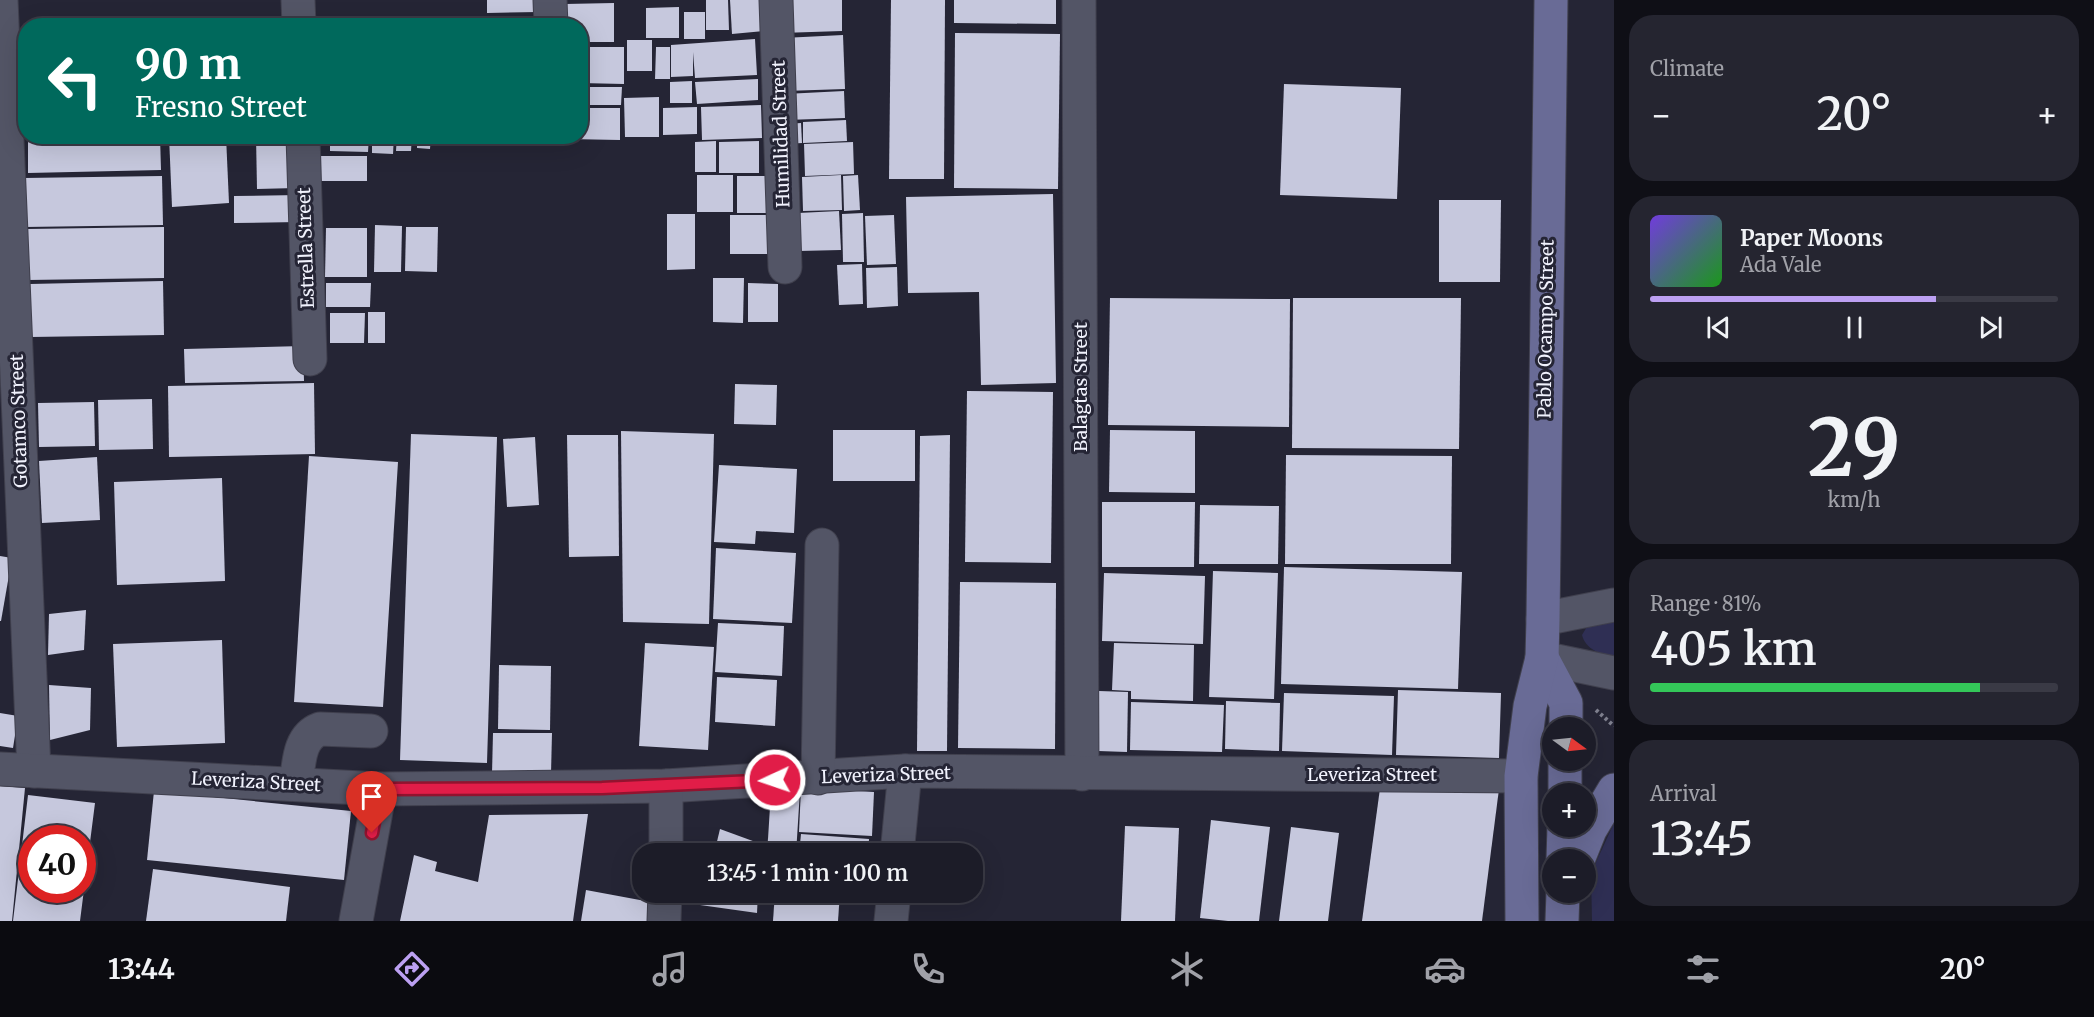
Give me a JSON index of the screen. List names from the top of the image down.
{
  "streets": {
    "main road": ["Pablo Ocampo Street"],
    "street": [
      "Humilidad Street",
      "Estrella Street",
      "Balagtas Street",
      "Gotamco Street",
      "Leveriza Street"
    ]
  },
  "crossings": [
    ["Pablo Ocampo Street", "Leveriza Street"],
    ["Balagtas Street", "Leveriza Street"],
    ["Gotamco Street", "Leveriza Street"]
  ],
  "north": "right",
  "page": {
    "tile": [
      "Climate",
      ["29", "km/h"],
      ["Range · 81%", "405 km"],
      ["Arrival", "13:45"]
    ],
    "turn": ["90 m", "Fresno Street"],
    "heat": ["−", "20°", "+"],
    "song": ["Paper Moons", "Ada Vale"],
    "map_buttons": ["+", "−"],
    "limit": "40",
    "trip": "13:45 · 1 min · 100 m",
    "tabs": ["13:44", "20°"]
  }
}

#####

● What is needed
Pictures stay out. Everything else in the listing gets printed exactly.

● Answer
Give me a JSON index of the screen. List names from the top of the image down.
{
  "streets": {
    "main road": ["Pablo Ocampo Street"],
    "street": [
      "Humilidad Street",
      "Estrella Street",
      "Balagtas Street",
      "Gotamco Street",
      "Leveriza Street"
    ]
  },
  "crossings": [
    ["Pablo Ocampo Street", "Leveriza Street"],
    ["Balagtas Street", "Leveriza Street"],
    ["Gotamco Street", "Leveriza Street"]
  ],
  "north": "right",
  "page": {
    "tile": [
      "Climate",
      ["29", "km/h"],
      ["Range · 81%", "405 km"],
      ["Arrival", "13:45"]
    ],
    "turn": ["90 m", "Fresno Street"],
    "heat": ["−", "20°", "+"],
    "song": ["Paper Moons", "Ada Vale"],
    "map_buttons": ["+", "−"],
    "limit": "40",
    "trip": "13:45 · 1 min · 100 m",
    "tabs": ["13:44", "20°"]
  }
}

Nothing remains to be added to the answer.